XLM-RoBERTa-Base for ESS Variable Classification

Fine-tuned XLM-RoBERTa-Base model for classifying European Social Survey variables into 19 subject categories.

Model Description

This model is a fine-tuned version of FacebookAI/xlm-roberta-base on the ESS variable classification dataset. It classifies survey questions and variables into predefined subject categories.

  • Base Model: XLM-RoBERTa-Base (125M parameters)
  • Task: Multi-class text classification (19 categories)
  • Language: English
  • Dataset: European Social Survey variables

Performance

Evaluated on test set:

  • Accuracy: 0.8381
  • Precision (weighted): 0.7858
  • Recall (weighted): 0.8381
  • F1-Score (weighted): 0.7959
  • Test samples: 105

Intended Use

This model is designed to automatically classify survey variables and questions from social science research into subject categories. It can be used for:

  • Organizing large survey datasets
  • Automating metadata generation
  • Subject classification of research questions
  • Data cataloging and discovery

Training Data

The model was trained on the benjaminBeuster/ess_classification dataset, which contains survey variables extracted from European Social Survey DDI XML files.

Label Mapping

The model predicts one of 19 subject categories:

Code Category
0 DEMOGRAPHY (POPULATION, VITAL STATISTICS, AND CENSUSES)
1 ECONOMICS
2 EDUCATION
3 HEALTH
4 HISTORY
5 HOUSING AND LAND USE
6 LABOUR AND EMPLOYMENT
7 LAW, CRIME AND LEGAL SYSTEMS
8 MEDIA, COMMUNICATION AND LANGUAGE
9 NATURAL ENVIRONMENT
10 OTHER
11 POLITICS
12 PSYCHOLOGY
13 SCIENCE AND TECHNOLOGY
14 SOCIAL STRATIFICATION AND GROUPINGS
15 SOCIAL WELFARE POLICY AND SYSTEMS
16 SOCIETY AND CULTURE
17 TRADE, INDUSTRY AND MARKETS
18 TRANSPORT AND TRAVEL

Usage

Basic Classification

from transformers import AutoModelForSequenceClassification, AutoTokenizer, pipeline

# Load model and tokenizer
model_name = "benjaminBeuster/xlm-roberta-base-ess-classification"
model = AutoModelForSequenceClassification.from_pretrained(model_name)
tokenizer = AutoTokenizer.from_pretrained(model_name)

# Create classification pipeline
classifier = pipeline("text-classification", model=model, tokenizer=tokenizer)

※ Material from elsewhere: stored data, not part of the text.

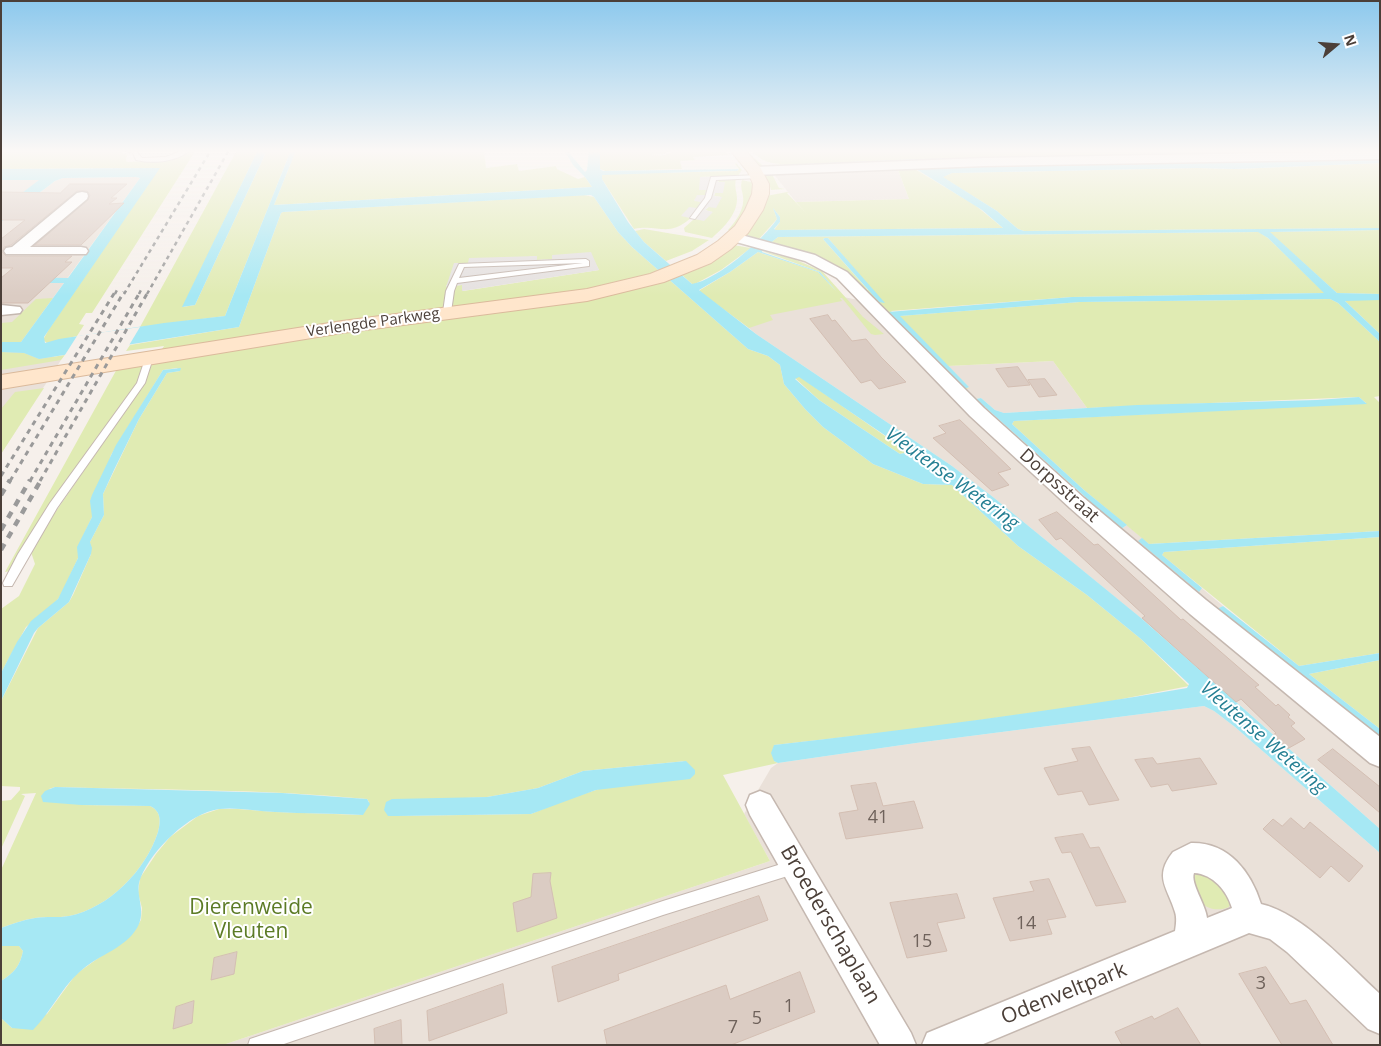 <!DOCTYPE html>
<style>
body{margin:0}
#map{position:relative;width:1381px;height:1046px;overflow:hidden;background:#f6f0eb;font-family:"Open Sans",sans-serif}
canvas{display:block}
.frame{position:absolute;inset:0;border:2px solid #4b3f38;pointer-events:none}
.north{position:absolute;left:1311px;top:20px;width:50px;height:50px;-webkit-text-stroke:4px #fff;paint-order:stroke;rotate:72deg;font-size:14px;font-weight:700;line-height:20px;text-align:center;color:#4b3f38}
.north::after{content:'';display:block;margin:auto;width:18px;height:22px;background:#4b3f38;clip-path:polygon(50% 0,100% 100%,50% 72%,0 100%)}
</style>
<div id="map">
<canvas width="1381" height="1046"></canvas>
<div class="frame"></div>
<div class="north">N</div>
</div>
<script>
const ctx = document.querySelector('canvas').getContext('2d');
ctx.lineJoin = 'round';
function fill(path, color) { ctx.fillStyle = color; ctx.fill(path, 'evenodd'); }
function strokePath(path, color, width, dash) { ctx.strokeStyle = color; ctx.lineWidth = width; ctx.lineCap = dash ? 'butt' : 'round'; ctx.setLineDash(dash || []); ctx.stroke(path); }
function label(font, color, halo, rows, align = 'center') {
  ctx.font = font + ' "Open Sans",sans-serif'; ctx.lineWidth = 4; ctx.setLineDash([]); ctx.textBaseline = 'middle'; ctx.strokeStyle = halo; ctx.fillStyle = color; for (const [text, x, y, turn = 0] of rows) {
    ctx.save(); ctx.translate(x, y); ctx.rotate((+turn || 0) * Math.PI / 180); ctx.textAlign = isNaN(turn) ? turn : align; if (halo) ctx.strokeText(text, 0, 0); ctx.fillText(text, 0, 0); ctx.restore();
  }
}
fill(new Path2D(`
 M898,170L909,199L796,202L775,176L778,174Z
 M136,177L140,178L21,342L61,360L1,454V222L55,181L63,178Z
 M1,180H40L1,209Z
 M843,297L859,300L969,387L948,366L1053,361L1087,408L1004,413L995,410L981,398L976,399L1121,529L1127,525L1223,606L1218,609L1380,738V829L1148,624L993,497L952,466L756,334L737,318Z
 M1204,706L1214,711L1235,727L1380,853V1045H223L770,861L744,814L771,768L778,763L916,743Z`), '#eae1d9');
fill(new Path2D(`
 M1,150L117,151L127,155L126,161L128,162L162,160L189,150H196L92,313H86L79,324L84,325L77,336L47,343L43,340L49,329L159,168L1,169Z
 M237,150H258L183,307L195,305L267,150H291L225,316L140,327Z
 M296,150H484L486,168L517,164L519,171L556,166L557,169L578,179L585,177L592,187L274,205Z
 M600,150H670L664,154L651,155C660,156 668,156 674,150H723L728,155L693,157L695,160L680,161L682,169L605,171L600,169Z
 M742,150H746L763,166L786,164C771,164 761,162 751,150H1343L1339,152L913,168L975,205L1003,228L776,230H774L780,222V217L773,208L777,219L758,240L745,234L766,196L787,192L789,193H787L806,213L796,202L909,199L898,170L904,169L771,172L779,188L785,189L771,190C766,170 754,164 742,150ZM1318,151L1320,153L805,164L920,159Z
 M736,163L742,170L738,176L700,177L707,190L705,195L694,200L702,202L697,208L682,215L691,218C668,238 659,224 634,229L602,179V175L606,174L737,171L739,169L735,164Z
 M1380,163V228L1024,231L1018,229L997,211L942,177L952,173L1197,168L1235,169Z
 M736,179C734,187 737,192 737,199C737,215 723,228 712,238L685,232L684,228L694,219L712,212L705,210L721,197L714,196L715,193H723L718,180Z
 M742,180L755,183L748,211L732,231L728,230C736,221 745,209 743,196C742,190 740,186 742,180Z
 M584,195L594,197L618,232L632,247L748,349L768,356L780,365L784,384L805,409L823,427L873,464L923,484L952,485L1018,546L1087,595L1141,639L1189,686L1096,704L916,729L774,745V761L778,763L723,775L770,861L223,1045H1V1018L12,1028L47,1014L76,974L132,934L141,920L142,908L138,893L140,878L156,854L170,837L198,816L219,809H238L275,812L362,815L369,802L367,799C264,789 159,790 55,787L49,789L81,805L150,806C161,811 161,821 158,832C146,870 109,908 69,916C58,918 46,916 35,918C23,920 12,924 1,928V870L36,793L21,794L25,796L1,849V801L11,800L20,790V787L1,786V701L38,628L69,602L73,595L91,554L90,542L104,515L103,494L139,419L167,373L180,371L177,368L163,370L111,455L92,517L78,547V558L61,595L55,603L26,627L1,673V609L19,596L35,564L30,549L145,382L151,366L164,346L126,351L130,345L239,327L281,213L283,212ZM552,255L591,256L599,270L463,291L462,285L446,286L468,263L537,256V260L552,259ZM686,761L565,800L531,814L397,816L443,799L487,797L538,788L583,771Z
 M644,229L709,240L692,251L666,261L644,242L635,231Z
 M1380,230V294L1337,293L1269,232Z
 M1259,232L1268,238L1325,293L1072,297L891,311L966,388L970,389H961L850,276L770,243L778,237ZM825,238H828L872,290H868L823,239Z
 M733,245L751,248L721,270L695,284H692L681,274Z
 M762,251L794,259L822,271L863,317L884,334L875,335L871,334L842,298H840L842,301L770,315L773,320L749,328L700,292V290L730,272L758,252L818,272L836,291L820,272Z
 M53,298L21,342H1V323L12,322L36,299Z
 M1330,299L1338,303L1380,342V396L1374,397L1380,403V531L1149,544L1084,490L1012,424L1014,421L1366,403L1359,397L1087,408L1053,361L948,366L899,316L1080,302Z
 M1380,300V334L1345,301L1347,300Z
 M1,352L24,353L39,359L65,355L61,360L1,370Z
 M142,365L143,367L137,383L10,571L5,572L118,367Z
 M799,376L908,452L900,454L819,400L795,378Z
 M44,388L1,454V409L15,392Z
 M1380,537V653L1299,666L1162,555L1164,552Z
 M1380,660V729L1309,674Z
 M1198,870H1205L1232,900L1229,907C1218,912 1204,909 1197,898C1193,892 1193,881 1192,874Z
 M7,944L19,946L23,951C20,966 14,973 1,981V946Z`), '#e0ebb3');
fill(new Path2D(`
 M738,176L736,179L718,180V182H725L723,193H715L714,196L722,197L716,208L708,207L705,210L713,212L704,221L681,216L689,207L697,208L701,202L694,201L697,195H705L706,190H699L700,177Z
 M591,252L599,270L462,291V285L446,287L454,263H468L469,258L537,256V260L552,259V255Z`), '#e5e1e0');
fill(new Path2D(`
 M258,150H267L195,305L182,307Z
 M291,150H296L274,205L592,187L585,177L573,165L564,150H567L585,172L587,170L589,150H600V169L603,171L739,169L737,171H722L602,175V179L628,222L644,242L692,284C717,280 763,240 777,219L773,208L780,217V222L774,229L776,230L1003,228L982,210L913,167L1380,158V163L1235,169L1197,168L952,173L943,177L997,211L1018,229L1024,231L1380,228V230L1270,232L1337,293L1380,294V300L1345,301L1380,334V342L1338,303L1330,299L1080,302L900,316L969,387L964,389L888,312L1072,297L1324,293L1268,238L1258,232L778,237L763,249L762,252L820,272L836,291L818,272L758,252L730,272L699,290L756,334L952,466L993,497L1141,618L1380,829V853L1235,727L1214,711L1204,706L916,743L778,763L774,761L771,753L774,745C912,729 1050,712 1187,688L1189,684L1141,639L1087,595L1018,546L952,485L923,484L873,464L823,427L805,409L784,384L780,365L768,356L748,349L632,247L618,232L594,197L591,195L283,212L281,213L239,327L39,359L24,353L1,352V342H21L64,283H1V277L68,278L140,178L136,177L63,178L55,181L1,222V209L39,180H1V169L160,168L44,337L45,343L59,339L164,323L225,316ZM799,377L908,451V452L900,454L819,400L795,379Z
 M1318,151L1320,153L804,164L920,159Z
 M825,238H828L885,303L879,302L823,239Z
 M181,368L180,371L167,373L139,419L114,470L103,494L104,515L90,542L92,548L91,554L69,602L38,628L34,633L1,701V673L17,642L31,621L58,599L78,558L77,547L92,517L90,501L92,495L116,445L163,370Z
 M1359,397L1367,404L1014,421L1012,424L1084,490L1127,525L1121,529L976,399L981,398L995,410L1004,413L1137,405L1317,400Z
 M1380,531V537L1164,552L1162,555L1202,588L1199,592L1138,541L1142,538L1149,544Z
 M1223,606L1299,666L1380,653V660L1309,674L1380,729V738L1217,609Z
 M686,761L695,770V774L690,779L596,790L531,814L397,816H388L384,810L386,802L392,799L487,797L538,788L583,771Z
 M55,787L282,793L367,799L370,804L363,815C333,813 304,814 275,812C256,811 237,807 219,809C189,813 152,850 141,877C133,894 148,910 137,928C125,948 101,954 83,969C62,986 52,1011 33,1030L12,1028L1,1018V981C14,973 20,966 23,951L19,946H1V928C12,924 23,920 35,918C46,916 58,918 69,916C109,908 146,870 158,832C161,821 161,811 150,806L81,805L43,802L41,796L45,791Z`), '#a6e8f4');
fill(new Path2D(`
 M140,327L128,347L63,358L77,336Z`), '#f6f0eb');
const building = new Path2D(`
 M70,184H127L111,198H117L109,204L124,203L81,245H35L88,200L90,195L87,191H77L11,245L4,247L2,252L6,256H72L65,262H72L28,303H1V278L13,268H1V239L25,220H1V192L60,193Z
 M828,315L832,321L835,320L852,341L866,339L881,357L906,382L879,389L871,380L861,383L810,319Z
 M1018,367L1030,385L1008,387L996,369Z
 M1045,379L1057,395L1039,397L1028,380Z
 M960,420L1011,469L998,473L1009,485L992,491L933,438L946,433L939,426Z
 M1057,512L1094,545L1098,544L1181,620L1183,619L1259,685L1255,687L1276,706L1278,704L1290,715L1288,717L1295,723L1291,726L1305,739L1287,749L1273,735L1276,733L1241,699L1236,702L1142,618L1145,616L1061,538L1056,540L1039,520Z
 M1090,747L1100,766L1119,800L1089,805L1082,791L1058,795L1044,768L1078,761L1072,749Z
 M1333,749L1380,787V813L1318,760Z
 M1153,758L1157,764L1200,758L1217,784L1172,791L1168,784L1151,787L1135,760Z
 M876,783L883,806L914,801L923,828L846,839L839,813L858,810L851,786Z
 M1291,818L1304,829L1310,822L1363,866L1349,882L1331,866L1320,878L1263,829L1273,819L1282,826Z
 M1083,834L1090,848L1099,847L1126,902L1096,906L1071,852L1062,853L1055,838Z
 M551,873L550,881L557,918L517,932L513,903L531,897L533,874Z
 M1049,879L1066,917L1047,920L1052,934L1010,941L993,898L1034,891L1030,882Z
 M957,894L965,918L937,923L947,951L907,958L890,903Z
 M759,896L768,920L618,974L619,980L558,1002L552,967Z
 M237,952L234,974L211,980L214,958Z
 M1266,967L1290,1004L1306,1000L1333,1045H1282L1239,974Z
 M800,972L815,1012L731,1045H607L604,1030L726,985L730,999Z
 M503,984L507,1013L429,1041L427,1011Z
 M194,1001L192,1023L173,1029L176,1007Z
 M1178,1008L1201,1045H1122L1115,1032L1152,1016L1154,1019Z
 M401,1020L402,1045H375L374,1029Z`);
fill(building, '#dbccc3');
strokePath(building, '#d4bfb3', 1);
const lane = new Path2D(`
 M1,150H71L68,152H1Z
 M124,150H135L142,158L166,157L184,150H190C177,162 153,164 136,160L133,153Z
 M758,175L760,176V178L716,180L711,198L695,219L690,218L705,198L711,177Z
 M586,259L589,261V266L457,283L454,291L451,312L447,314L443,312L446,291L459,264ZM583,263L459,278L464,267Z
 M146,356H149L153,358L145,383L57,508L12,586H4L3,583L18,554L50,503L137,383Z
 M794,860L799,862L801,867L799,872L794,874L663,915L281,1045H248L250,1039L256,1037L663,901Z`);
const street = new Path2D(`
 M1380,151V159L984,166L754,175L748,171L754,167L984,158Z
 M82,192L87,193L88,196L87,199L30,247H81L86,248L88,251L86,254H6L4,251L6,248L12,247L77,193Z
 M734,233L815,255L847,272L984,408L1084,498L1206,600L1380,737V767L1370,763L1190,614L1070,508L970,416L837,278L805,261L729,240L727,237Z
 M1,305L20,307L22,310L20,313L1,315Z
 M760,791L770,795L911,1033L916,1045H880L750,815L746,805L750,795Z
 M1191,843C1229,842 1251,872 1261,904C1304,914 1348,965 1380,994V1034L1368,1029L1287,952L1270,939L1249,933L981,1045H922L927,1033L1175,931C1176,925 1177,918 1175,912C1168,888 1153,877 1173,852ZM1194,873C1213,874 1227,891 1232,908L1207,918C1206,905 1190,883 1194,873Z`);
const secondary = new Path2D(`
 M730,150H745L760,167L769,184V194L763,210L748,233L731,249L711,263L664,282L587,301L342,333L1,389V375L342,321L587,289L650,274L697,255L718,241L735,226L745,210L752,194L753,184L748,172Z`);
strokePath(lane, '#c5b8b0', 2);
strokePath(street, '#c5b8b0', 3);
strokePath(secondary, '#dbba9c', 2);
fill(lane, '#fff');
fill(street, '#fff');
fill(secondary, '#ffe6cc');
strokePath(new Path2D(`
 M115,294L118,288
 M124,294L211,150
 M139,294L141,290
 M147,294L229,150`), '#9a9a9a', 2.5, [4, 4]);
strokePath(new Path2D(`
 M1,476L115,292
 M10,481L124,292
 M30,481L140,292
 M40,481L148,292`), '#9a9a9a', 3, [5, 5]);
strokePath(new Path2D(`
 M1,495L10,480
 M1,530L30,480
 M1,550L41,480`), '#9a9a9a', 4.5, [7, 7]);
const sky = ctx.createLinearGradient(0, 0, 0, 296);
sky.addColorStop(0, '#8dc9ed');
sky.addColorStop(0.51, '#fbf8f6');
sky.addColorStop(1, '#fbf8f600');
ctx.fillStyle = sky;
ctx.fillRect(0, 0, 1381, 296);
label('15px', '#4b3f38', '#fff', [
 ["Verlengde Parkweg",373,323,-8]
]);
label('18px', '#4b3f38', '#fff', [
 ["Dorpsstraat",1059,486,42]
]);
label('18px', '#6f625b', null, [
 ["41",878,818],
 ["14",1026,924],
 ["15",922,942],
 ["3",1261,984],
 ["1",789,1007],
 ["5",757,1019],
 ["7",733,1028]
]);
label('italic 19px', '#247f93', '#fff', [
 ["Vleutense Wetering",952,479,36],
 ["Vleutense Wetering",1263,738,41]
]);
label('21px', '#5c7b26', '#fff', [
 ["Dierenweide",251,908],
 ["Vleuten",251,932]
]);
label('21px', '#4b3f38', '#fff', [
 ["Broederschaplaan",830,925,60],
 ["Odenveltpark",1064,994,-22]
]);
</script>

# Classify a survey question
text = "Trust in country's parliament. Using this card, please tell me on a score of 0-10 how much you personally trust each of the institutions I read out."
result = classifier(text)

print(f"Category: {result[0]['label']}")
print(f"Confidence: {result[0]['score']:.4f}")

Batch Classification

# Classify multiple questions
questions = [
    "How often pray apart from at religious services",
    "Highest level of education completed",
    "Trust in politicians"
]

results = classifier(questions)
for question, result in zip(questions, results):
    print(f"{question[:50]}: {result['label']} ({result['score']:.2f})")

Manual Prediction

import torch

# Tokenize input
inputs = tokenizer(text, return_tensors="pt", truncation=True, max_length=256)

# Get predictions
with torch.no_grad():
    outputs = model(**inputs)
    predictions = torch.nn.functional.softmax(outputs.logits, dim=-1)
    predicted_class = torch.argmax(predictions, dim=-1).item()

# Get label name
label = model.config.id2label[predicted_class]
confidence = predictions[0][predicted_class].item()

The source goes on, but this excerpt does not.